Completion evidence required:

• Claim/correction routes have owner-route evidence, denied-path coverage, and disabled write/publish gates until launch approval passes.

P2. Picante Meetup Planning Re-Enablement

Status: Backlog ticket added 2026-06-10.

Current state:

• Picante meetup planning is disabled while event submission, event updates, source ingest, and approval chat flows are hardened.
• The assistant should not offer meetup planning, ride-seat planning, hotel-split planning, or group-discount coordination until this feature is explicitly reapproved.

Future implementation:

• Define the intended meetup-planning scope separately from event-management chat.
• Add permission, persistence, notification, rollback, and moderation boundaries for meetup plans.
• Add regression tests proving disabled behavior, enabled behavior behind a feature flag, and no accidental upsell copy in event-submission replies.
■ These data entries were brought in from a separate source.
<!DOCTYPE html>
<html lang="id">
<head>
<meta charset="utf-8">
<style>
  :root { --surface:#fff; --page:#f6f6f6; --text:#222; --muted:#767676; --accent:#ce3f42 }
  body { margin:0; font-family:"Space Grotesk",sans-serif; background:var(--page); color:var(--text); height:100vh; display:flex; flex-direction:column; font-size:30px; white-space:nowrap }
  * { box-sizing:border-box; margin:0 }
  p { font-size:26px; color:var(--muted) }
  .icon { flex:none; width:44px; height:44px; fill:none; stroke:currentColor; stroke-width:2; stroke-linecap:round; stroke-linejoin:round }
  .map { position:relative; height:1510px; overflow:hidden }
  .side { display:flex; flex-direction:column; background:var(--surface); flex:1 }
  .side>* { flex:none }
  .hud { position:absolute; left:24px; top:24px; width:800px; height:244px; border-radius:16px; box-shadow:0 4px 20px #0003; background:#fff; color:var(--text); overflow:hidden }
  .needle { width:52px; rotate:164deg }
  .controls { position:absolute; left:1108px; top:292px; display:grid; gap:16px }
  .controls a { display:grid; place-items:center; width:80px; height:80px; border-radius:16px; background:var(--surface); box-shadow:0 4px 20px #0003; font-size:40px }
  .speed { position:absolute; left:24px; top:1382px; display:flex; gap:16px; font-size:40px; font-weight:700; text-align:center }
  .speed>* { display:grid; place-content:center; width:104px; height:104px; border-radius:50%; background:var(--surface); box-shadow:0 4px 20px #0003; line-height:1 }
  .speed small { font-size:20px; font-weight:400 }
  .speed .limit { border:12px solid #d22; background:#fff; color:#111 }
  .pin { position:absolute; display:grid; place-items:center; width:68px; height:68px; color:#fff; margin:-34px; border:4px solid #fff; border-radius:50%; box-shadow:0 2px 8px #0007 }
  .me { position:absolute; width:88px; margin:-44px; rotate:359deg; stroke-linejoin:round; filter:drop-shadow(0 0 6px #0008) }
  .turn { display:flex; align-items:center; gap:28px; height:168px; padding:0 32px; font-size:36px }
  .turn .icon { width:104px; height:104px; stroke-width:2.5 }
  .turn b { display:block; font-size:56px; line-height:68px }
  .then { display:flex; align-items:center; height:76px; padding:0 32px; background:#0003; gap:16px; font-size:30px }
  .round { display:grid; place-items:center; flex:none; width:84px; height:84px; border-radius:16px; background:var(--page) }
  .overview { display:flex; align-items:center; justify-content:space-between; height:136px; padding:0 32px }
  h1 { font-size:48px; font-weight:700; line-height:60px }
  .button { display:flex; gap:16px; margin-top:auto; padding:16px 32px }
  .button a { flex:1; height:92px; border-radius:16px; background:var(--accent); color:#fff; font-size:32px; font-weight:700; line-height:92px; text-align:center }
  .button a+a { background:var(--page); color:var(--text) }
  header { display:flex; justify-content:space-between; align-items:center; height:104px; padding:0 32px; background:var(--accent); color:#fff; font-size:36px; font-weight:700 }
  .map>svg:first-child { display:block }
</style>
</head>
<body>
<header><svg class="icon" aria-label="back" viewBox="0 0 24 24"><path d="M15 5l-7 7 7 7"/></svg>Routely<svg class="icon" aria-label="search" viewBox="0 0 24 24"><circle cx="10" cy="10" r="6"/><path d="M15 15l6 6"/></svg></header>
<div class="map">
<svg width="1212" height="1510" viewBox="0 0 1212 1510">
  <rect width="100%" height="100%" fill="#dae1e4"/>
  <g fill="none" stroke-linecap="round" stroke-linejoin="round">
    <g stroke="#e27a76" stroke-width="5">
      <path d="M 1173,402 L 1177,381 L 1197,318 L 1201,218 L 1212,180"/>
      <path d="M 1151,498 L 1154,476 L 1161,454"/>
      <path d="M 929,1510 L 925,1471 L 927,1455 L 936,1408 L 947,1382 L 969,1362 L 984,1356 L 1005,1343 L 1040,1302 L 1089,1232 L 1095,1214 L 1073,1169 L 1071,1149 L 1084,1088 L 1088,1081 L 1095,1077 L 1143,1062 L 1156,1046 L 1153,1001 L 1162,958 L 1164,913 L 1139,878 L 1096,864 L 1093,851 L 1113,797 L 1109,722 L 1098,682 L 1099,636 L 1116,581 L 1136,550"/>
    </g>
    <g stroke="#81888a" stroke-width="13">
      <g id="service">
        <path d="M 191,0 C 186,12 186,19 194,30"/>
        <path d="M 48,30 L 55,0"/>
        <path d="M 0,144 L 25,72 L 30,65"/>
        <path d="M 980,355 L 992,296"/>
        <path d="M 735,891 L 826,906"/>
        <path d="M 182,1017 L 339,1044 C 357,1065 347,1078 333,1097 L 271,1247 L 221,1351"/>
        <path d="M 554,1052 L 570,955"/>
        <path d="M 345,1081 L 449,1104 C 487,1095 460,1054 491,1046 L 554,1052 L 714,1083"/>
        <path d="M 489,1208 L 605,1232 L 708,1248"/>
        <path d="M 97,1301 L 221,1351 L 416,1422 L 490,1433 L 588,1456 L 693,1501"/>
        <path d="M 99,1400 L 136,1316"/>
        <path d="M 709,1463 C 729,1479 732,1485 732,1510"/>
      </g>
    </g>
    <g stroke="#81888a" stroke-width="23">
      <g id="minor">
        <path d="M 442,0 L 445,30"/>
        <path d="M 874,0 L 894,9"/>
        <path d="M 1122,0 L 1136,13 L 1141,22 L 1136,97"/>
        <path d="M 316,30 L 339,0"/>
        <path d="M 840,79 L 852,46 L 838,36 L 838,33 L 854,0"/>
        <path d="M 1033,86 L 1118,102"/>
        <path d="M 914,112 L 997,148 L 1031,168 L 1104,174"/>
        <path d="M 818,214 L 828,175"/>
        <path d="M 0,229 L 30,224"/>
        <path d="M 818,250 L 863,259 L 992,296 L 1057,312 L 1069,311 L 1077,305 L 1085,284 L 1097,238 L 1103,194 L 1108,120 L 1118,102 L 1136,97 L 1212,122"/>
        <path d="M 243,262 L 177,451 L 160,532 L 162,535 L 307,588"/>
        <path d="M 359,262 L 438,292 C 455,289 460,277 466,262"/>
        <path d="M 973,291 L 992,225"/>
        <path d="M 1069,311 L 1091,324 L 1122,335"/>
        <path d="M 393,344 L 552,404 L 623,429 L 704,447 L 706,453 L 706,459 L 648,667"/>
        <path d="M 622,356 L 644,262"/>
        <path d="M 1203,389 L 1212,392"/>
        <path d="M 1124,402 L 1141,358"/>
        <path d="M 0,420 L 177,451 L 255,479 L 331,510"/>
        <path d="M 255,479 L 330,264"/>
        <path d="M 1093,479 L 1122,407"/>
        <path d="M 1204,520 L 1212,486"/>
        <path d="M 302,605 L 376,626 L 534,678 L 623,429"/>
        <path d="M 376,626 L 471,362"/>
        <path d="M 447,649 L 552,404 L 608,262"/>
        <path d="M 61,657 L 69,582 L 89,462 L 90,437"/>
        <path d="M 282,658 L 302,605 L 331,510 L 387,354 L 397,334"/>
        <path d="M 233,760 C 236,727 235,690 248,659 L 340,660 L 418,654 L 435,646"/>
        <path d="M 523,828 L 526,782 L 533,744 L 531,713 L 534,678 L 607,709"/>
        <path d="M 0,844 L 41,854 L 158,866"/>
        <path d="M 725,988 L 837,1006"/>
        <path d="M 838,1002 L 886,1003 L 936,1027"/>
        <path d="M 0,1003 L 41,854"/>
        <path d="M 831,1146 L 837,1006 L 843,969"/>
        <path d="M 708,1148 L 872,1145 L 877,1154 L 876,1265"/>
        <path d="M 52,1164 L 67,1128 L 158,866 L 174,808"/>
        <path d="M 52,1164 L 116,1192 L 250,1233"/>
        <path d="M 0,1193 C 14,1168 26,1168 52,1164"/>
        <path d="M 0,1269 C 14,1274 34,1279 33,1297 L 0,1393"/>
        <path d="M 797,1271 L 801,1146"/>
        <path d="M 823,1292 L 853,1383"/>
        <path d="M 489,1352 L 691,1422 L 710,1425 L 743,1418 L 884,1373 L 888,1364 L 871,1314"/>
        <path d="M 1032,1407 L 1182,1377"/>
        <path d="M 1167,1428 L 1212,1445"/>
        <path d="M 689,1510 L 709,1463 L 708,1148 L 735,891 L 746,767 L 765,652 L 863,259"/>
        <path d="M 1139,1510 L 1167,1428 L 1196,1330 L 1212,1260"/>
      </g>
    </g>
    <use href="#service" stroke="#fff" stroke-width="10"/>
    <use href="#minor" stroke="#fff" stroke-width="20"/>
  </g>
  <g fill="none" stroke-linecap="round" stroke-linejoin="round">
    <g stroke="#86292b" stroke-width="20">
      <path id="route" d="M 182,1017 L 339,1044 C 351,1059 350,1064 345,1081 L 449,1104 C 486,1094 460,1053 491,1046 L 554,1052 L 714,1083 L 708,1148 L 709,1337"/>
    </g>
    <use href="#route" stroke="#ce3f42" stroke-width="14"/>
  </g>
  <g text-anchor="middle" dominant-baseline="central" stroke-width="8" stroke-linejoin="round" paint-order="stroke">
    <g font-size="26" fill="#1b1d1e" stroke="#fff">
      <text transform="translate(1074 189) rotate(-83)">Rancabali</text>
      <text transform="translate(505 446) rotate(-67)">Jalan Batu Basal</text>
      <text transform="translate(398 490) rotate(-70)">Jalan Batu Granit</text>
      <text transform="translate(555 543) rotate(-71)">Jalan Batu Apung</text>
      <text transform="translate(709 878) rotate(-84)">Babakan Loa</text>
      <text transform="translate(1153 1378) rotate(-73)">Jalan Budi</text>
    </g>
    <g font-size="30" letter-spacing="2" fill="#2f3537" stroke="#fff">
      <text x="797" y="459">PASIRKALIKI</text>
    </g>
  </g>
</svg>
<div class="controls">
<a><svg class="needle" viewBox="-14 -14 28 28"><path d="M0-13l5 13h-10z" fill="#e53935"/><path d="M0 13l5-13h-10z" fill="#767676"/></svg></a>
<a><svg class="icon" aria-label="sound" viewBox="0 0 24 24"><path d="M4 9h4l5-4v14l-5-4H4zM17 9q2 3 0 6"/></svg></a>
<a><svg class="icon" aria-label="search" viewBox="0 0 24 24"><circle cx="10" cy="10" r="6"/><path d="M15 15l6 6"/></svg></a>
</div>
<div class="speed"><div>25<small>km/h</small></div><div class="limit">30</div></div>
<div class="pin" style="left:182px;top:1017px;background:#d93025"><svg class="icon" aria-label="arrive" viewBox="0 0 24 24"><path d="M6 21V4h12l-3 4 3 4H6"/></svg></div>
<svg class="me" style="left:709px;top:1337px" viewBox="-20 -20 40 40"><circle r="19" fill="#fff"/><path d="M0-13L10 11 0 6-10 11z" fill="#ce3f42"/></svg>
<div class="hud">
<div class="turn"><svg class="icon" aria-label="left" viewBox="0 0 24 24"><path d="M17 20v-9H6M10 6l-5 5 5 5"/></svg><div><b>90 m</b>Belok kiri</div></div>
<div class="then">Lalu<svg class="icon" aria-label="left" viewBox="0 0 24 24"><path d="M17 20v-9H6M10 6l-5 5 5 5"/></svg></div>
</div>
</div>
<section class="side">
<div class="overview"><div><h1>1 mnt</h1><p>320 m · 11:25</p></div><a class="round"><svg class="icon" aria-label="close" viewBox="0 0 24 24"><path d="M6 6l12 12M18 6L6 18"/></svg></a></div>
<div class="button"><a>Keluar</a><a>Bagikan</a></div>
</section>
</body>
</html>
Completion evidence required:

• Owner approval for the feature flag and product scope.
• Passing chat smoke tests for disabled and enabled states.
• Public-safe release notes documenting what meetup planning can and cannot do.

Safety Rules For Future Work

• Do not merge GLD source-ingest lanes into GLD submission lanes.
• Route Flow Studio copy and behavior changes through scenario or registry data first.
• Preserve allowedViewers, denied paths, role-aware views, and RestrictedScenarioView.
• Keep non-technical viewers away from API payloads, source links, credentials, private implementation details, and admin-only data.
• Keep public and private deployment artifacts separate.